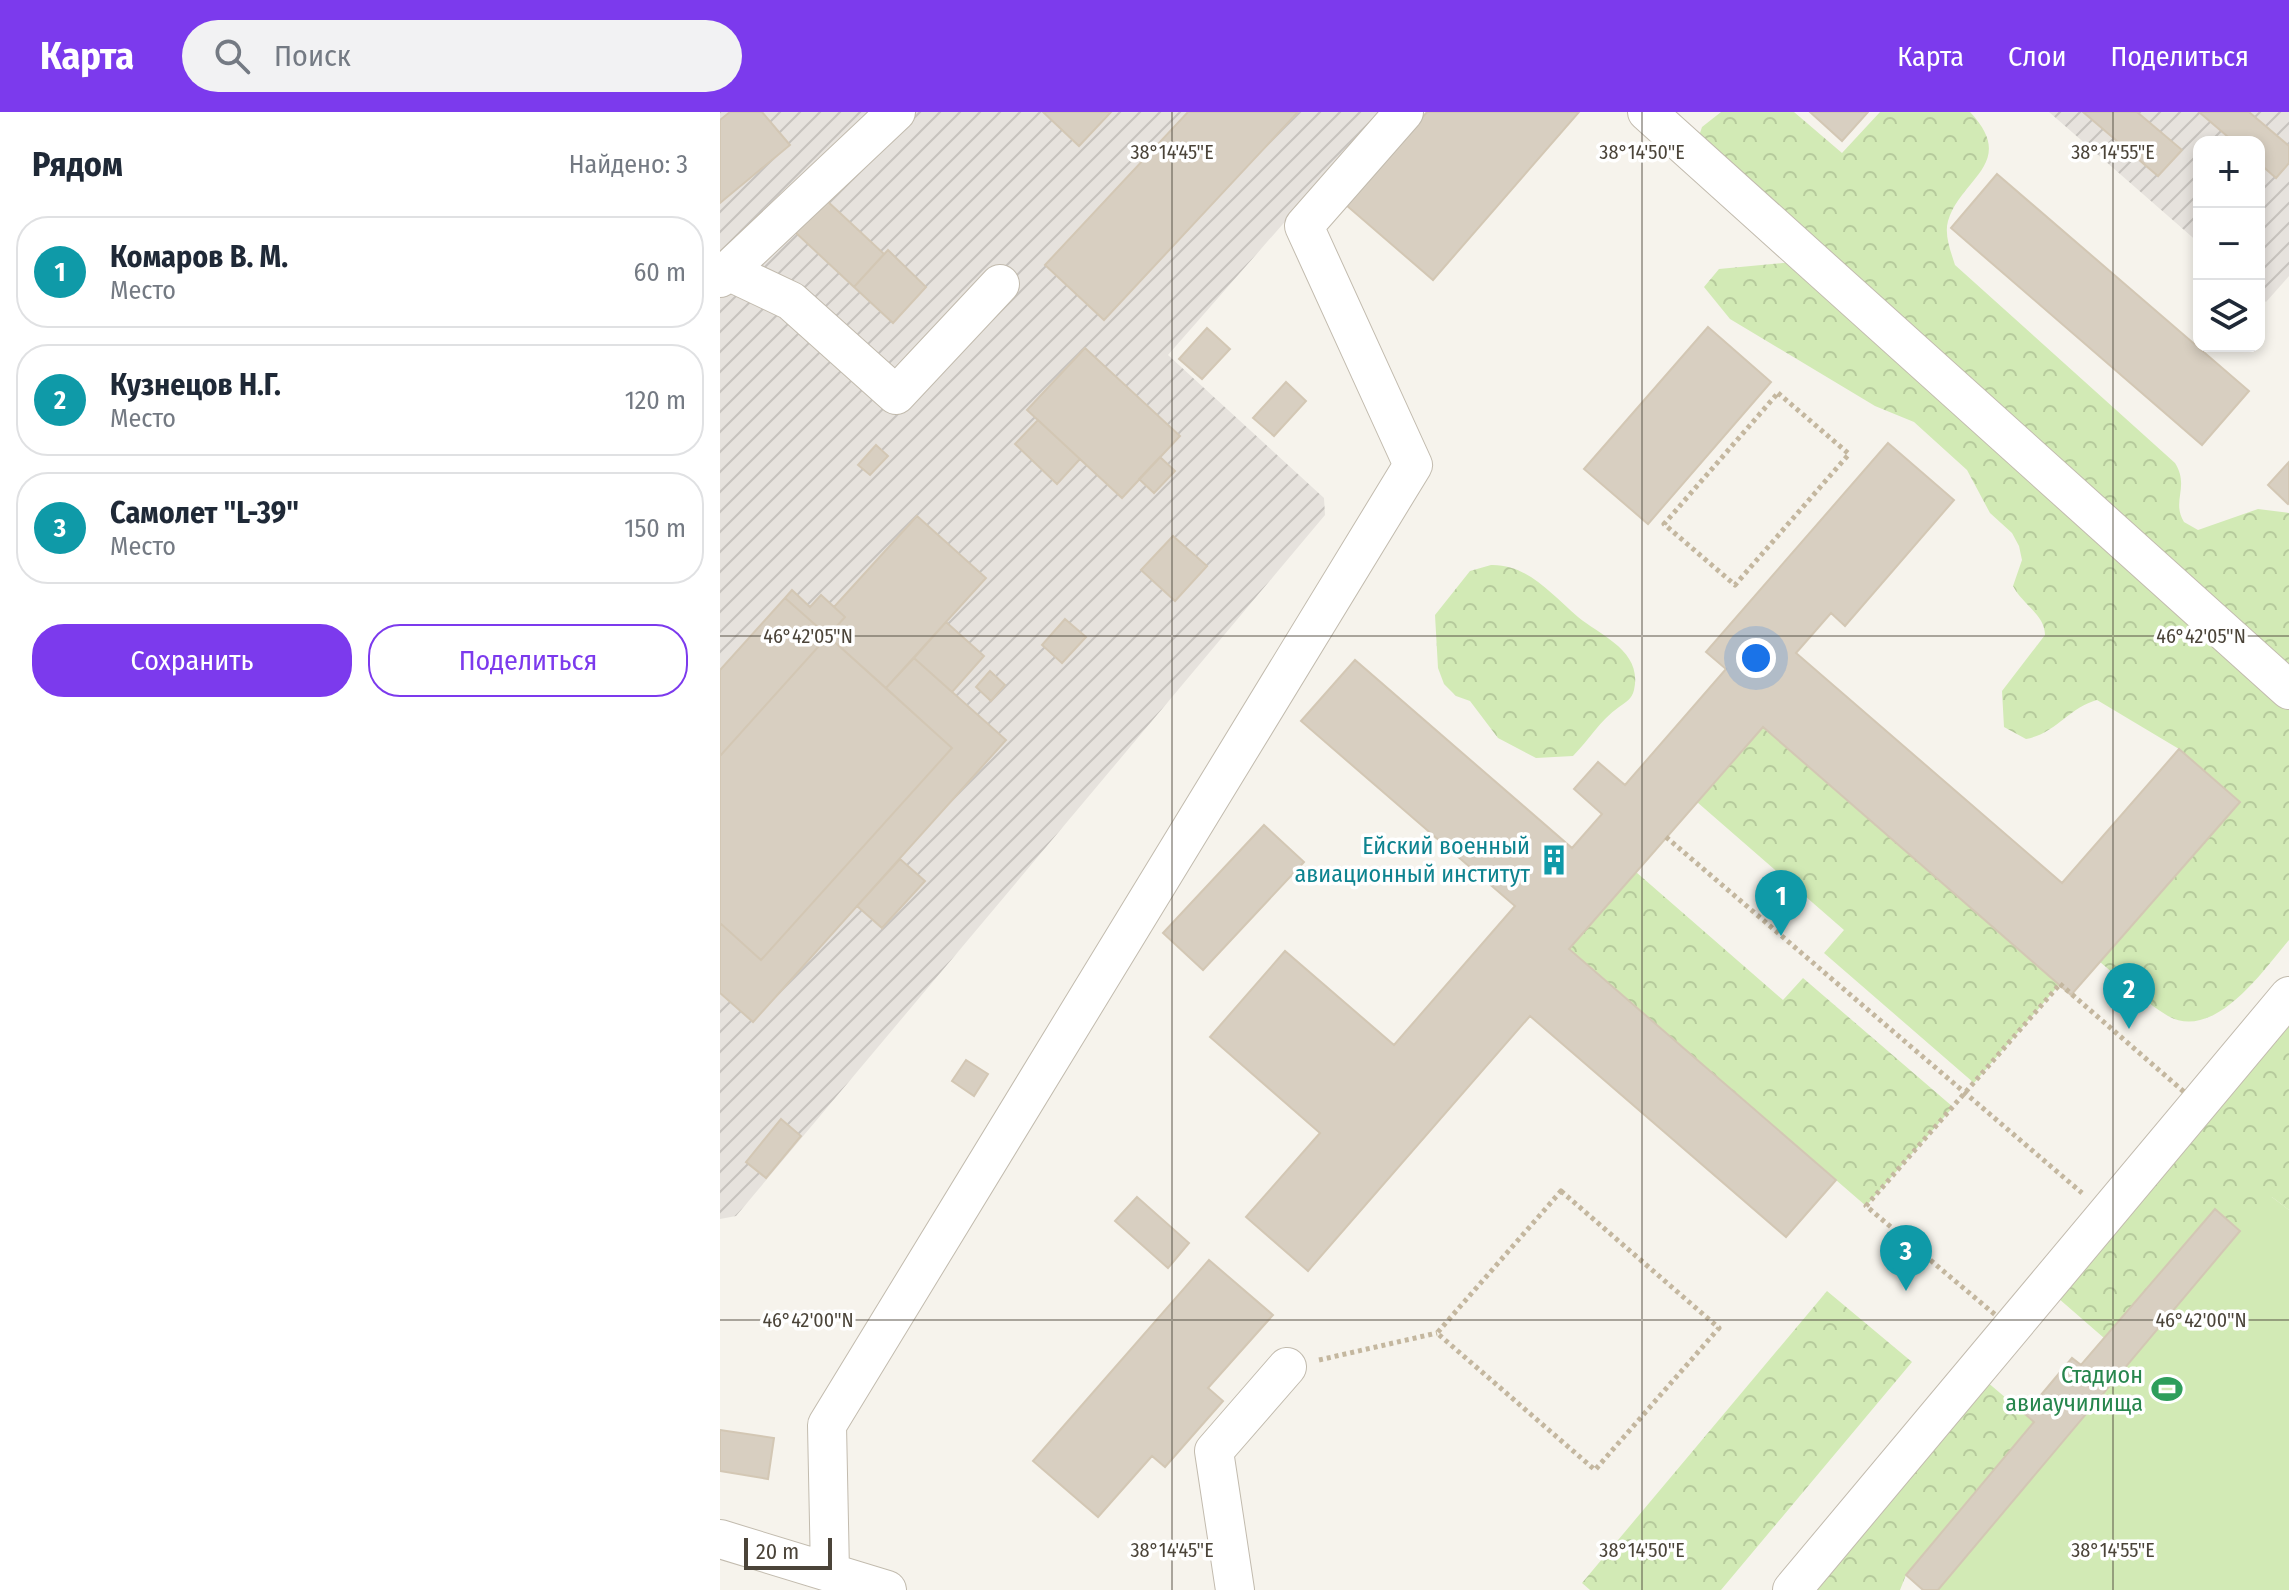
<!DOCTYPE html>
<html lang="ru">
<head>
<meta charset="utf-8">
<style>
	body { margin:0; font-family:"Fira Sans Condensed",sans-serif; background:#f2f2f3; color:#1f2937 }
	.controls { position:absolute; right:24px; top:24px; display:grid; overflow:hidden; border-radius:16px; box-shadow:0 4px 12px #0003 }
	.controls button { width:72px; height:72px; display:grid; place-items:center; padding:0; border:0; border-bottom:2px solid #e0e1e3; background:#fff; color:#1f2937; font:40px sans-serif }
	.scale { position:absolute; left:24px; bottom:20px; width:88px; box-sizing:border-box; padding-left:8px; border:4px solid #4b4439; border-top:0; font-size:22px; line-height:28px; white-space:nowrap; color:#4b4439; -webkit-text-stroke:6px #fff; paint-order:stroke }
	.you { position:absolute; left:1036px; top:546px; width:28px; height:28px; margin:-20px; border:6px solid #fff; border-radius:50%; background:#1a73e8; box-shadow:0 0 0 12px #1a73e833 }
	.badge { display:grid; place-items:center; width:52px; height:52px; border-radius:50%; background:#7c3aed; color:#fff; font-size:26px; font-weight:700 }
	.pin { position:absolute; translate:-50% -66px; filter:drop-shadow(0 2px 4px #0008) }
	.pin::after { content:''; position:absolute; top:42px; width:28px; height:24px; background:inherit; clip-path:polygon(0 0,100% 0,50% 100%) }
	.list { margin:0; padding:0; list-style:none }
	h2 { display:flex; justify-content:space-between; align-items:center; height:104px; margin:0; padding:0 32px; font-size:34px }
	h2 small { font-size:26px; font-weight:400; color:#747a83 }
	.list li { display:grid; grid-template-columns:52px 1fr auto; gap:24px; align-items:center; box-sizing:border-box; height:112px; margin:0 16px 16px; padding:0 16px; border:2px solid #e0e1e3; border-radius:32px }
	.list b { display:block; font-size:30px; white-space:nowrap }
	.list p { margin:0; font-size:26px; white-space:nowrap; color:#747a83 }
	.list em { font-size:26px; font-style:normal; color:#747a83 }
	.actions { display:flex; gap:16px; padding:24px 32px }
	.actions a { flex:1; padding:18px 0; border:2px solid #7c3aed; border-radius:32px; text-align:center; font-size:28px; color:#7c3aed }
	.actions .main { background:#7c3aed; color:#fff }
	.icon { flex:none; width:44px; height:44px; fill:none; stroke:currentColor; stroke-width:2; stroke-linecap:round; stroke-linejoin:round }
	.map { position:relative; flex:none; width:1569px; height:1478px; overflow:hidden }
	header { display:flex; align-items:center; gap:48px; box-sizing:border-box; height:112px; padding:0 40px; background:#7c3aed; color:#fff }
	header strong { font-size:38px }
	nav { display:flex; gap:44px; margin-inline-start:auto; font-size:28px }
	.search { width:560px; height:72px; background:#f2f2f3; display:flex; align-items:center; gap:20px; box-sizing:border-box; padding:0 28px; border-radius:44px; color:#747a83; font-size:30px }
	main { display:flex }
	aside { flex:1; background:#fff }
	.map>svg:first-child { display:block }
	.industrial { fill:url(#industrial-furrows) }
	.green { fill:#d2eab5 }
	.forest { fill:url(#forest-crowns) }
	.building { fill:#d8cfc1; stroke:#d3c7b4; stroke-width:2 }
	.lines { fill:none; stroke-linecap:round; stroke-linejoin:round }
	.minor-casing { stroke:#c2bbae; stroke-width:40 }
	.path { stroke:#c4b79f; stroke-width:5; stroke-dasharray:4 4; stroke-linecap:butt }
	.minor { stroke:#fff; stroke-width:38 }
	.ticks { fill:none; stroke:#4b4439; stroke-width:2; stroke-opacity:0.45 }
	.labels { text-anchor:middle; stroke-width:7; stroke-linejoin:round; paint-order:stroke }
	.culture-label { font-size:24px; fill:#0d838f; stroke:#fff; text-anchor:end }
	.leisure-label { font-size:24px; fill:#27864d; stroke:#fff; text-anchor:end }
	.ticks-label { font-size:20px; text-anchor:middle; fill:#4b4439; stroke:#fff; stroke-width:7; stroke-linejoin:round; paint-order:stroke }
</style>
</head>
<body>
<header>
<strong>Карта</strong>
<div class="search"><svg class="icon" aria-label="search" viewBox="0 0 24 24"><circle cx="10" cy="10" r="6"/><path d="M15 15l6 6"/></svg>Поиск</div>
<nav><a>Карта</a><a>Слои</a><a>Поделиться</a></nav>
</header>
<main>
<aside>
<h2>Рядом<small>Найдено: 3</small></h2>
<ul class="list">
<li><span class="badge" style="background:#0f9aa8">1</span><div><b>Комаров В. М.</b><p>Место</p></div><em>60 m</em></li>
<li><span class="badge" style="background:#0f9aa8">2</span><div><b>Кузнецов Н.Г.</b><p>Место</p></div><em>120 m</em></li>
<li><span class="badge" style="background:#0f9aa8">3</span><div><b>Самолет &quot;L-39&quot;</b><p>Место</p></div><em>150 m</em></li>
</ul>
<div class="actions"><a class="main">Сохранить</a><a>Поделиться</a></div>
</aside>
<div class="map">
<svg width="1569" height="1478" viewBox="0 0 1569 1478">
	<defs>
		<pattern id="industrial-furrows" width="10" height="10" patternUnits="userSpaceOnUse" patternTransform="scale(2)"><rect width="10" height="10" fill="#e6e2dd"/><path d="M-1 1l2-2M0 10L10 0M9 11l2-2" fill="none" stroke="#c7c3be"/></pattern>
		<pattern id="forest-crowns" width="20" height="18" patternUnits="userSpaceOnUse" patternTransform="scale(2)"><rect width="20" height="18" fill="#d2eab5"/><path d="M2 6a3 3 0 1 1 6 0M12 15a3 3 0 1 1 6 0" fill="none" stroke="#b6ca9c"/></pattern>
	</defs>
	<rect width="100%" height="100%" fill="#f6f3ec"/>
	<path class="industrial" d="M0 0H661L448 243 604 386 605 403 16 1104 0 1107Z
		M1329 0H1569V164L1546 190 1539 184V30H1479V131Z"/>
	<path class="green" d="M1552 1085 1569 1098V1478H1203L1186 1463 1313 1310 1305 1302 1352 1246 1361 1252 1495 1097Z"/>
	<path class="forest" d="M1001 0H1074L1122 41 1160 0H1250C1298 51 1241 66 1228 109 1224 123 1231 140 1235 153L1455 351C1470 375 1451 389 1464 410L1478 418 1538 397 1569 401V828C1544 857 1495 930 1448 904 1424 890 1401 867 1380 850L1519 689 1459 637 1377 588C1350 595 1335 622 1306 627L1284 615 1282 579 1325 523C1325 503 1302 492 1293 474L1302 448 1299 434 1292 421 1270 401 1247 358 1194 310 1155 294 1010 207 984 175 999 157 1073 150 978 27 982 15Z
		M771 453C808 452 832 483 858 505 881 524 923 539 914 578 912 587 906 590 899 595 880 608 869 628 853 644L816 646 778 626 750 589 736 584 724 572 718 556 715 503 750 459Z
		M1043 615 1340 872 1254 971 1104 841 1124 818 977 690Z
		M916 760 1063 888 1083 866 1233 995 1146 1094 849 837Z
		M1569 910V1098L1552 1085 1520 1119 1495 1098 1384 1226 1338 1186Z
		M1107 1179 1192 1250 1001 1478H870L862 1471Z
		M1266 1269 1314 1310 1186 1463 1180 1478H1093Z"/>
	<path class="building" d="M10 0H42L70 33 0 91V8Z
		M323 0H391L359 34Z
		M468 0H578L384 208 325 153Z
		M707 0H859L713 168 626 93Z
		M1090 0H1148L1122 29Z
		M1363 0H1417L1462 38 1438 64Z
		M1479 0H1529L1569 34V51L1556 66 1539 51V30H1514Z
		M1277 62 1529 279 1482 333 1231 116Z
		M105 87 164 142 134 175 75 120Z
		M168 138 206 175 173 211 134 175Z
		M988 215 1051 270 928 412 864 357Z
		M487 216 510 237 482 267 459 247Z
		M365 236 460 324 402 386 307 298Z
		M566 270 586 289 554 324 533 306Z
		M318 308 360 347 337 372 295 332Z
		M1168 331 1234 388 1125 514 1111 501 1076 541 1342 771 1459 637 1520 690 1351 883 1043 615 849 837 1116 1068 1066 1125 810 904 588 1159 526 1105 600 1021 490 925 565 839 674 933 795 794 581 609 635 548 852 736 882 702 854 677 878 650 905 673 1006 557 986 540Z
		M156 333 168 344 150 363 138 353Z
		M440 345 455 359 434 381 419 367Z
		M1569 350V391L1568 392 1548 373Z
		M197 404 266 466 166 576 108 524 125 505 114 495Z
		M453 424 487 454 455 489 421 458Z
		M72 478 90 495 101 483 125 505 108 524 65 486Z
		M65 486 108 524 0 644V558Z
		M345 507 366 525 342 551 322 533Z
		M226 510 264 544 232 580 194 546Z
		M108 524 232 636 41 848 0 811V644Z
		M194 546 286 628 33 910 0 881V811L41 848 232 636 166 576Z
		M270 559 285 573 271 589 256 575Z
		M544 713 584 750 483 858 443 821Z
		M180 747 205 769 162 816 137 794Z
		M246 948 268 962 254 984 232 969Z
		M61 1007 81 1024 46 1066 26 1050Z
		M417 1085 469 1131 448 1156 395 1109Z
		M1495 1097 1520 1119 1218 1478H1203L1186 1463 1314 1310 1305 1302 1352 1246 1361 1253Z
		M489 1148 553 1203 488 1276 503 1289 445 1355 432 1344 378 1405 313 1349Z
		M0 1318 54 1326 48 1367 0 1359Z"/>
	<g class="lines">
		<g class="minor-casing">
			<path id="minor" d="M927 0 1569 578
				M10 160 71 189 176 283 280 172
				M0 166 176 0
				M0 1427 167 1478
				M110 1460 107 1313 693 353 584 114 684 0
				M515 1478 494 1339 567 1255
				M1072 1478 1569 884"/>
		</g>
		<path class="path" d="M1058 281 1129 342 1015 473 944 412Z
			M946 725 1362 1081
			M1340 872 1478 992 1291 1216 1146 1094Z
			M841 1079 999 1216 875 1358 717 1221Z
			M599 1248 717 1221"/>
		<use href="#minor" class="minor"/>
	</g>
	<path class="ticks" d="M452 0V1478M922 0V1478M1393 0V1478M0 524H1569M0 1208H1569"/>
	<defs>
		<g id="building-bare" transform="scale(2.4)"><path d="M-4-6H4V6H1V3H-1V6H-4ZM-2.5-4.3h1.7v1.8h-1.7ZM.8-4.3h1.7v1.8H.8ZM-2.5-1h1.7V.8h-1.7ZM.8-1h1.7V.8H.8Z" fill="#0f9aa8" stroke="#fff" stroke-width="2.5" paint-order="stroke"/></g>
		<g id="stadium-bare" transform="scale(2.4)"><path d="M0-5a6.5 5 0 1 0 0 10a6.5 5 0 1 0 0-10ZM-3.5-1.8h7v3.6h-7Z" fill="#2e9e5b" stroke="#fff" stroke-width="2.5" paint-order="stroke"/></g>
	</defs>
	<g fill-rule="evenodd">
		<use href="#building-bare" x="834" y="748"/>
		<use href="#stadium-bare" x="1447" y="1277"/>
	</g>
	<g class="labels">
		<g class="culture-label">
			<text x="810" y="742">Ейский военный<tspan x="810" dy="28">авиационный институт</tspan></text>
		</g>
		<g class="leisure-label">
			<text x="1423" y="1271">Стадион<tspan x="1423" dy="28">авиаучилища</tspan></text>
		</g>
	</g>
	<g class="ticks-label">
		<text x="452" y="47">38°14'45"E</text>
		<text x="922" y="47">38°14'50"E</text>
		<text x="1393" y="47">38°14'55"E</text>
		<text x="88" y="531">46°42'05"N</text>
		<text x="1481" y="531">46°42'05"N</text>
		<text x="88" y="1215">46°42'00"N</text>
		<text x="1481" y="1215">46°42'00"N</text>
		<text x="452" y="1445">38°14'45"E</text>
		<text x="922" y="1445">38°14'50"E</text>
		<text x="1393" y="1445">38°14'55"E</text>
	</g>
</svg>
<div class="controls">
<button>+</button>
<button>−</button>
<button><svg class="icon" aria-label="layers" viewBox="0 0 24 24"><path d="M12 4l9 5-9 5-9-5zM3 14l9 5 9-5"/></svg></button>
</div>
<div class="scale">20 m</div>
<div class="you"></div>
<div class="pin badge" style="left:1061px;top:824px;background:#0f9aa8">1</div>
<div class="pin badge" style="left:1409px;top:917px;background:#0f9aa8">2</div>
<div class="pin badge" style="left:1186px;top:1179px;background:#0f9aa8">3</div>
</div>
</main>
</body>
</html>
——————
**Exercise instructions**
Write out exactly the lines of the material above, starting with the first and finishing with the line that contains "width:72px; height:72px; display:grid;", without pictures.

**Task answer**
<!DOCTYPE html>
<html lang="ru">
<head>
<meta charset="utf-8">
<style>
	body { margin:0; font-family:"Fira Sans Condensed",sans-serif; background:#f2f2f3; color:#1f2937 }
	.controls { position:absolute; right:24px; top:24px; display:grid; overflow:hidden; border-radius:16px; box-shadow:0 4px 12px #0003 }
	.controls button { width:72px; height:72px; display:grid; place-items:center; padding:0; border:0; border-bottom:2px solid #e0e1e3; background:#fff; color:#1f2937; font:40px sans-serif }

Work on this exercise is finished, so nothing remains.